▶ [Exercise directions]:
Only the lines below starting at the one containing "I am building" and ending at the one containing "Task: Summarize the" belong in the answer, each copied exactly.

▶ [Record set]:
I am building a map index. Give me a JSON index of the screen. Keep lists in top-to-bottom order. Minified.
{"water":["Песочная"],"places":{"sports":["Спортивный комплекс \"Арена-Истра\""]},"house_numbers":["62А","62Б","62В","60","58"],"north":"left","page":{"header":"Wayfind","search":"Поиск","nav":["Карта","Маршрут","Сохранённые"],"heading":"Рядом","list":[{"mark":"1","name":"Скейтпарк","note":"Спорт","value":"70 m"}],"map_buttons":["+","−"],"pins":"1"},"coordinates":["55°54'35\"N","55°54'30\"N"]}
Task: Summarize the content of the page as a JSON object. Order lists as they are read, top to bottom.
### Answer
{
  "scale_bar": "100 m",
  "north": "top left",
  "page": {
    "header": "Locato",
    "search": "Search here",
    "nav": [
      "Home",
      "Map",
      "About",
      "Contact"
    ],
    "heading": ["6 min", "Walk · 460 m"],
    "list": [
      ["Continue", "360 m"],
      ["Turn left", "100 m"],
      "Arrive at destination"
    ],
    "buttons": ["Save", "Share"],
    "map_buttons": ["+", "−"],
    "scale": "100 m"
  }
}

* * *

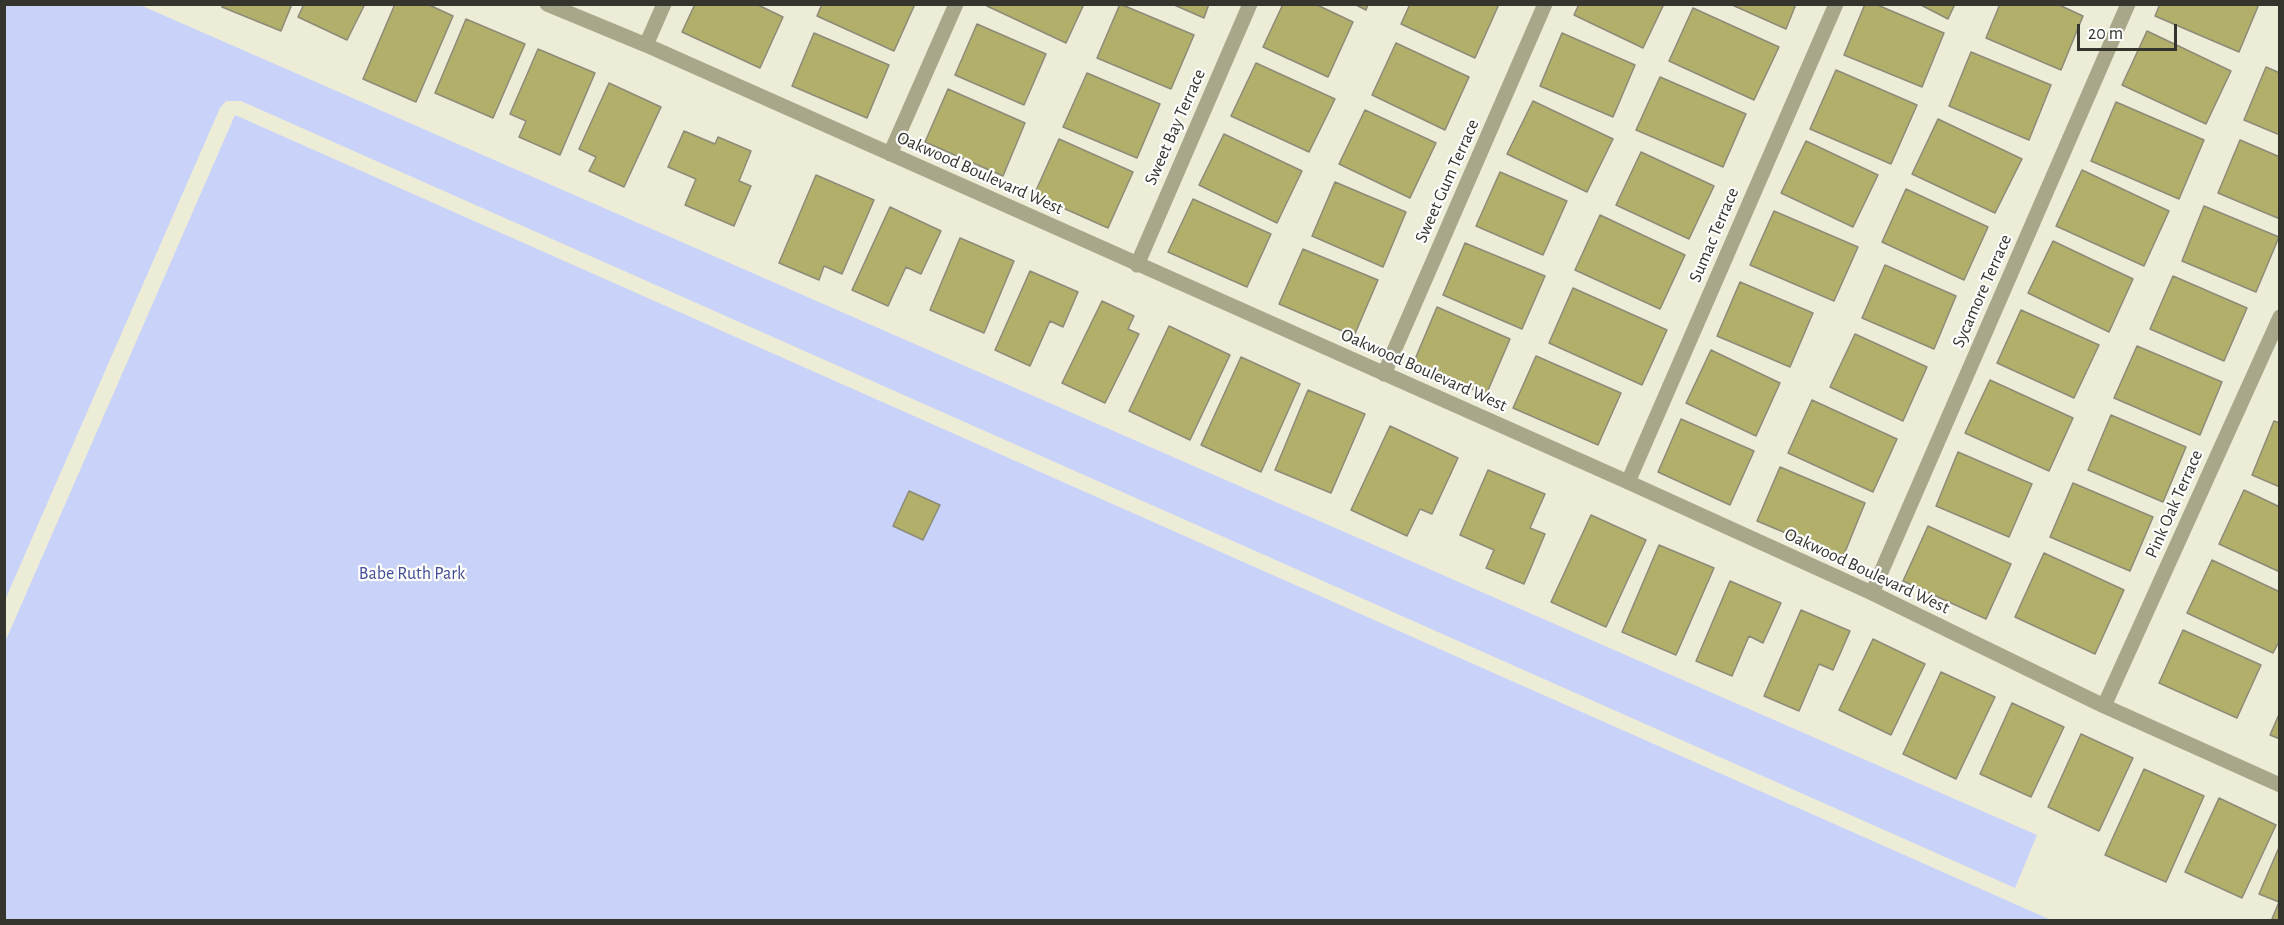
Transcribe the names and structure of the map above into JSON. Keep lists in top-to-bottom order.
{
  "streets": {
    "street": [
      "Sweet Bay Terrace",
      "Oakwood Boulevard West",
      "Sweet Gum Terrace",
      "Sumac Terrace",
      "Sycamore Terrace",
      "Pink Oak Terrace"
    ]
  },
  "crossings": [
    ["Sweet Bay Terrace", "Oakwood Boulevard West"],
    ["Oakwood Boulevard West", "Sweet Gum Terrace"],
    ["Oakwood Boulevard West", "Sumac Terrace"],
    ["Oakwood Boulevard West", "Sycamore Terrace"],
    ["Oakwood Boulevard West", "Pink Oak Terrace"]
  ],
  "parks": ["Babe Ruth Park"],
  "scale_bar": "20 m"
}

---

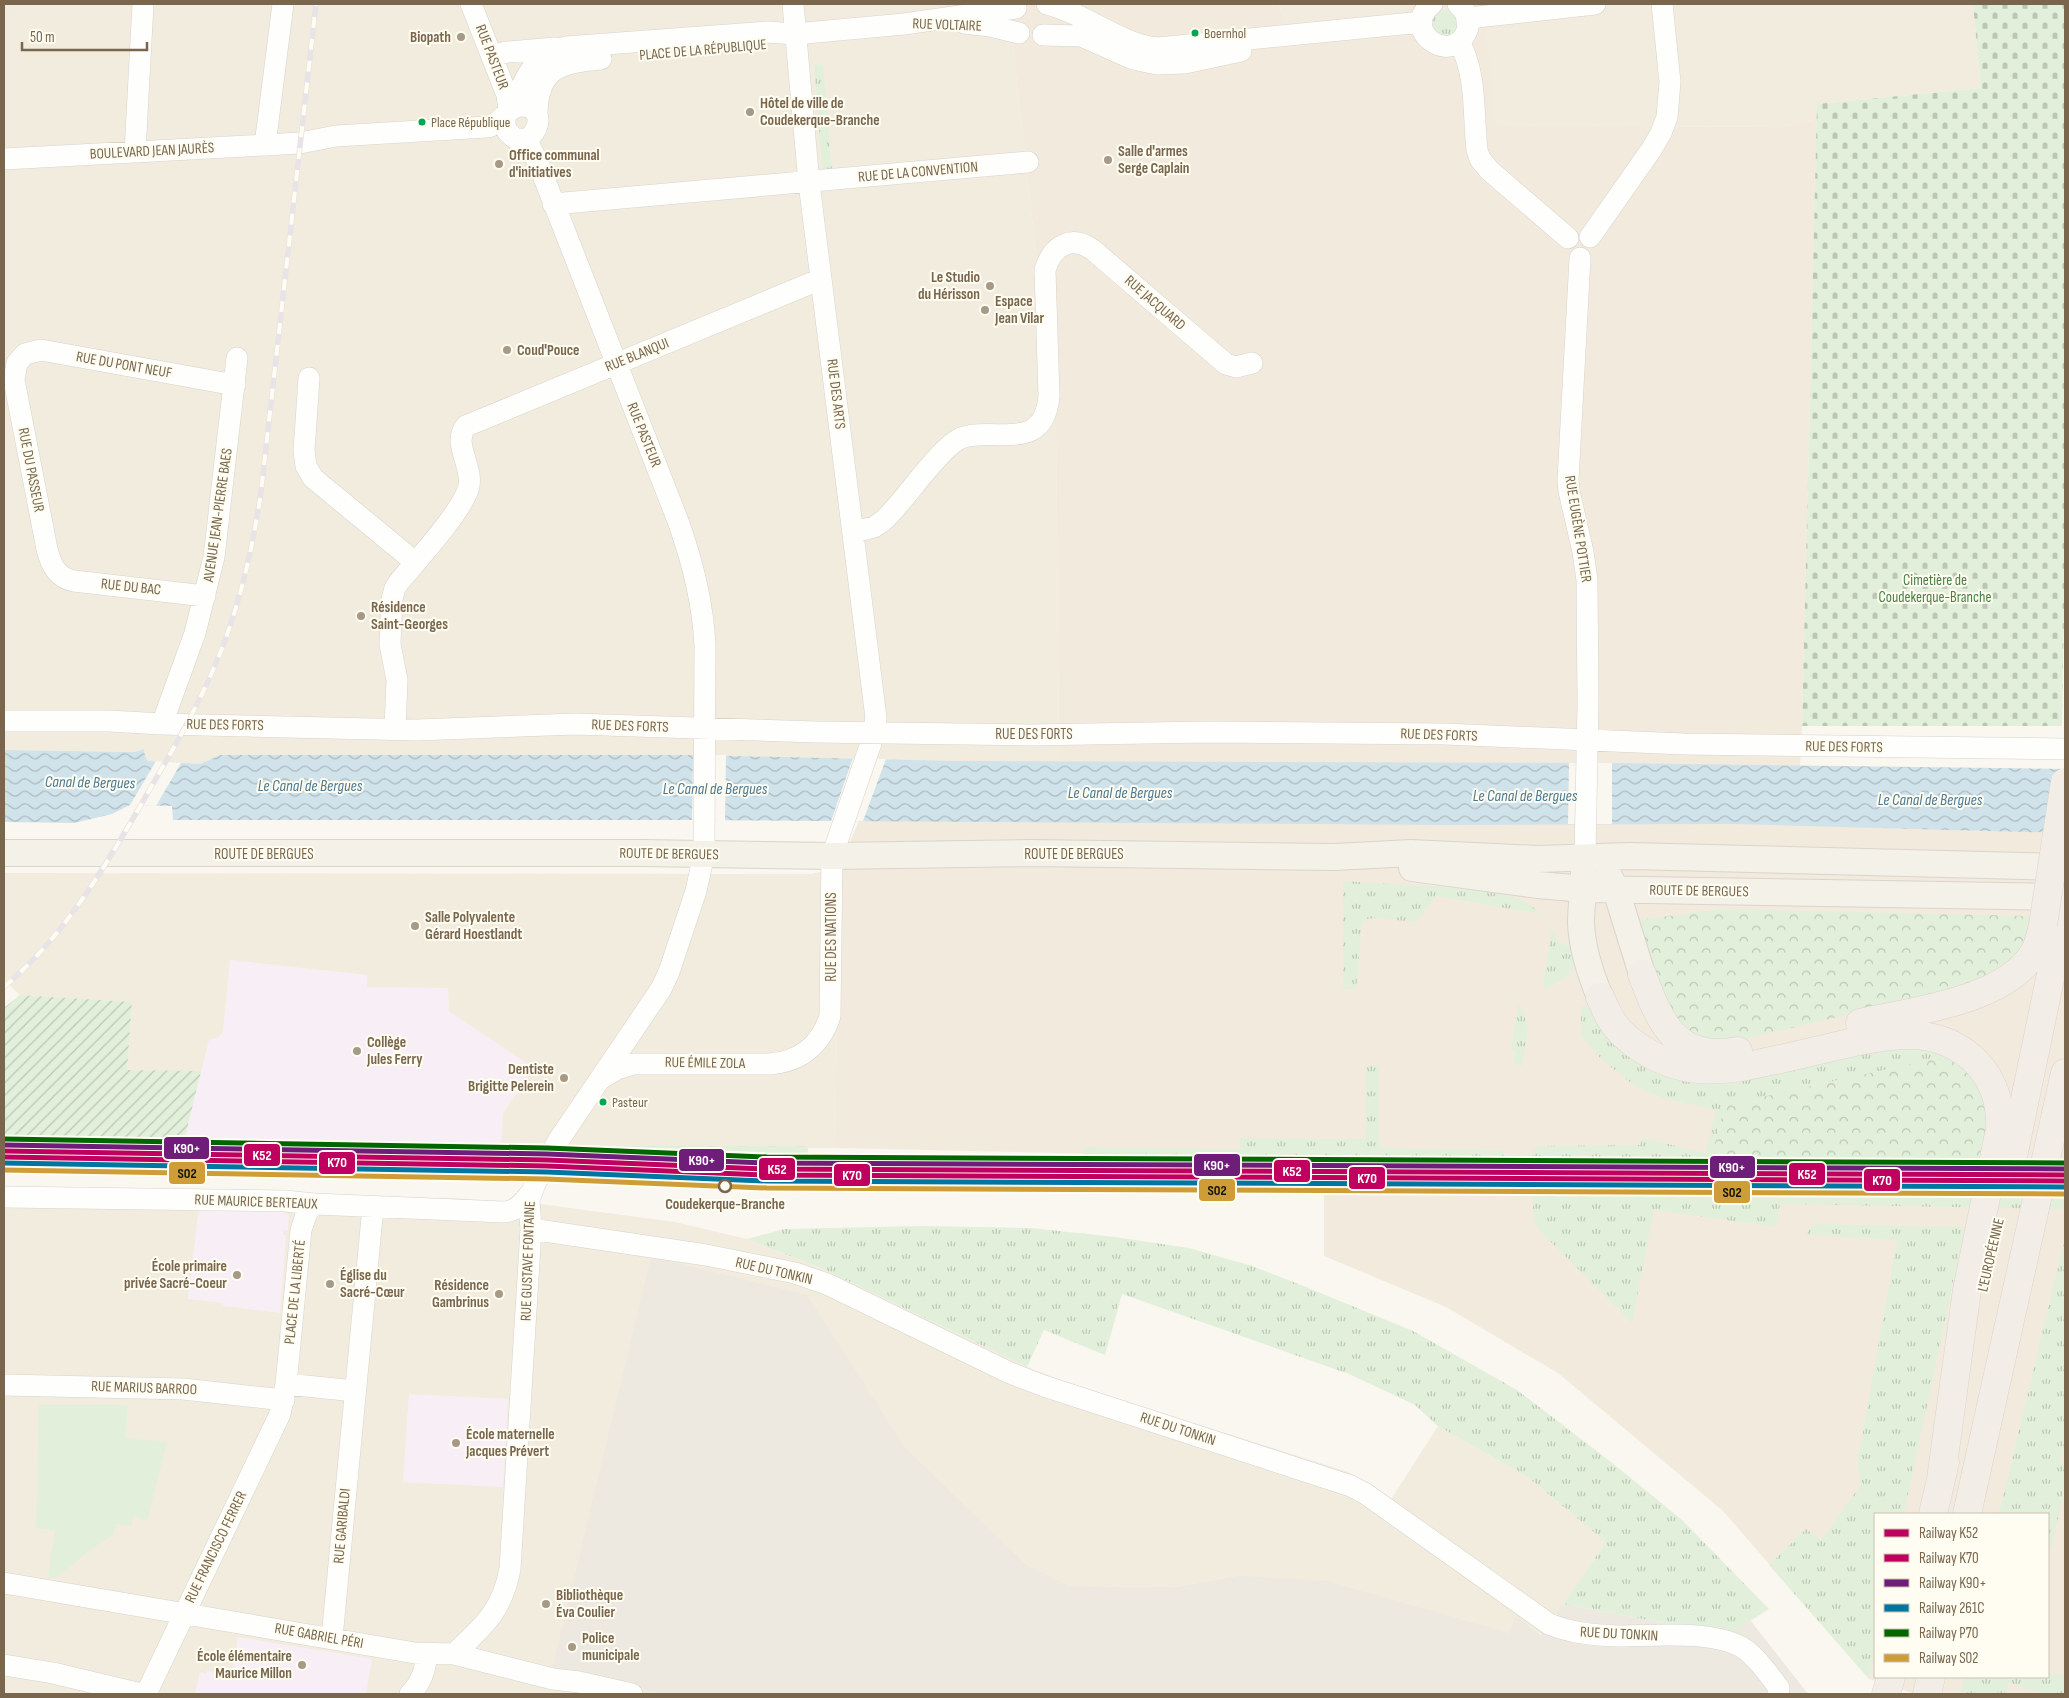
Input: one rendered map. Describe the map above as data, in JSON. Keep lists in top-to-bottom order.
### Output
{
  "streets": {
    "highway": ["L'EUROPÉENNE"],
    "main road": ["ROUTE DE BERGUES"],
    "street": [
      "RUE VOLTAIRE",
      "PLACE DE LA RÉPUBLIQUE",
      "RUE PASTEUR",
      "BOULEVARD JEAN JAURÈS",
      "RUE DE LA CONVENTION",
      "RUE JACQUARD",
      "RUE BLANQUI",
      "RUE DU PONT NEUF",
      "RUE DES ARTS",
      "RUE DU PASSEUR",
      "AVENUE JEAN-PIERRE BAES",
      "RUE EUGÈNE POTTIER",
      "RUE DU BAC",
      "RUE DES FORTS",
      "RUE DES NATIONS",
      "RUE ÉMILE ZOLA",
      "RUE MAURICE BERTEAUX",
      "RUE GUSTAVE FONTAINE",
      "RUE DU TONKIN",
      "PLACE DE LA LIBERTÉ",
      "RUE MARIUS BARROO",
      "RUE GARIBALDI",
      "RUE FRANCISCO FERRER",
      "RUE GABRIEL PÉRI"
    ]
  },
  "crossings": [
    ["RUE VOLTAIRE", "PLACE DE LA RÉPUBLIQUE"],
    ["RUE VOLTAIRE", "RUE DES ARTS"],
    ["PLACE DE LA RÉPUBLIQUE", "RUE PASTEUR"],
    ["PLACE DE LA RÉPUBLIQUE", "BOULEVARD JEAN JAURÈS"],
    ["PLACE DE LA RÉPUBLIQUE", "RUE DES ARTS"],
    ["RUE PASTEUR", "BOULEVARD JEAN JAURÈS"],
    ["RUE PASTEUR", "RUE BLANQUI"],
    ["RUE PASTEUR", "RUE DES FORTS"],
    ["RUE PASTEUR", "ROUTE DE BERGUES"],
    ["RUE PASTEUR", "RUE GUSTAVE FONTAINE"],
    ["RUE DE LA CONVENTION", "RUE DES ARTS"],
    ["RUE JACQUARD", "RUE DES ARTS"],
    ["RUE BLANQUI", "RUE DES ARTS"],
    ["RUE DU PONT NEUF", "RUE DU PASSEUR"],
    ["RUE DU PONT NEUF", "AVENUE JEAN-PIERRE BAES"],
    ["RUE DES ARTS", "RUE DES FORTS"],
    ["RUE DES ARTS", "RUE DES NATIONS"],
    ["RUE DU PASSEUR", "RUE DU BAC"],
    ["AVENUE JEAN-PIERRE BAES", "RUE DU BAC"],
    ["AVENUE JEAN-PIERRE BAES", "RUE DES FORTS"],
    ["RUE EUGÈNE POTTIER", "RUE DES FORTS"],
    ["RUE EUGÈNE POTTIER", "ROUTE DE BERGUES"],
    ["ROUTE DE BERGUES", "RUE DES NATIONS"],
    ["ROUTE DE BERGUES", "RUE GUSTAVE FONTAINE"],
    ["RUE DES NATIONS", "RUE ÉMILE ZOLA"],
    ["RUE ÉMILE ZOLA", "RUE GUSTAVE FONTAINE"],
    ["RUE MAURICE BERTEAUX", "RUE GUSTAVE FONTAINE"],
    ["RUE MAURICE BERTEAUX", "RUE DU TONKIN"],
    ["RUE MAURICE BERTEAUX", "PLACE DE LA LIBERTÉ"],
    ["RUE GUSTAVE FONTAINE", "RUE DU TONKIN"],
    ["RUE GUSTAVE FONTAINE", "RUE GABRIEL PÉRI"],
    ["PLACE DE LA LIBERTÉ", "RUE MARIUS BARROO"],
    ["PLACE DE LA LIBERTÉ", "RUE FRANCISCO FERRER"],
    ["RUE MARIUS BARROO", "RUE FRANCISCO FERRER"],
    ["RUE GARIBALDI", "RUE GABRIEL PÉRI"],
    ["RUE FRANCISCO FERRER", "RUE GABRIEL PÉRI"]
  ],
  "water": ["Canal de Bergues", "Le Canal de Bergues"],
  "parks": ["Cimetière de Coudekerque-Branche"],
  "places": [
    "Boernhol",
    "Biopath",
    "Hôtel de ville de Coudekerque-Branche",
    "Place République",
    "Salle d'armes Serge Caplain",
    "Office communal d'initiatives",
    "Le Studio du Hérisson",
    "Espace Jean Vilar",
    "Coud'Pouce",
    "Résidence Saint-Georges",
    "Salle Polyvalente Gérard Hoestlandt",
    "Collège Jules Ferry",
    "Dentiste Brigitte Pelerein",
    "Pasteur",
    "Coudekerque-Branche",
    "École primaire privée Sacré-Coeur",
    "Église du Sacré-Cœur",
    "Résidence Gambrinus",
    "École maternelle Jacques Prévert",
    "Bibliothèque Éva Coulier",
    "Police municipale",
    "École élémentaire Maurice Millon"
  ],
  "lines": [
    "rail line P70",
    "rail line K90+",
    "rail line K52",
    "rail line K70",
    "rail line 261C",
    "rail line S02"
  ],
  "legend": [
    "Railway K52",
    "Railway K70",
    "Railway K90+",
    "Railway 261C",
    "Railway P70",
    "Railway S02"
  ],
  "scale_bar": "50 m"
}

▶ [Your response]:
I am building a map index. Give me a JSON index of the screen. Keep lists in top-to-bottom order. Minified.
{"water":["Песочная"],"places":{"sports":["Спортивный комплекс \"Арена-Истра\""]},"house_numbers":["62А","62Б","62В","60","58"],"north":"left","page":{"header":"Wayfind","search":"Поиск","nav":["Карта","Маршрут","Сохранённые"],"heading":"Рядом","list":[{"mark":"1","name":"Скейтпарк","note":"Спорт","value":"70 m"}],"map_buttons":["+","−"],"pins":"1"},"coordinates":["55°54'35\"N","55°54'30\"N"]}
Task: Summarize the content of the page as a JSON object. Order lists as they are read, top to bottom.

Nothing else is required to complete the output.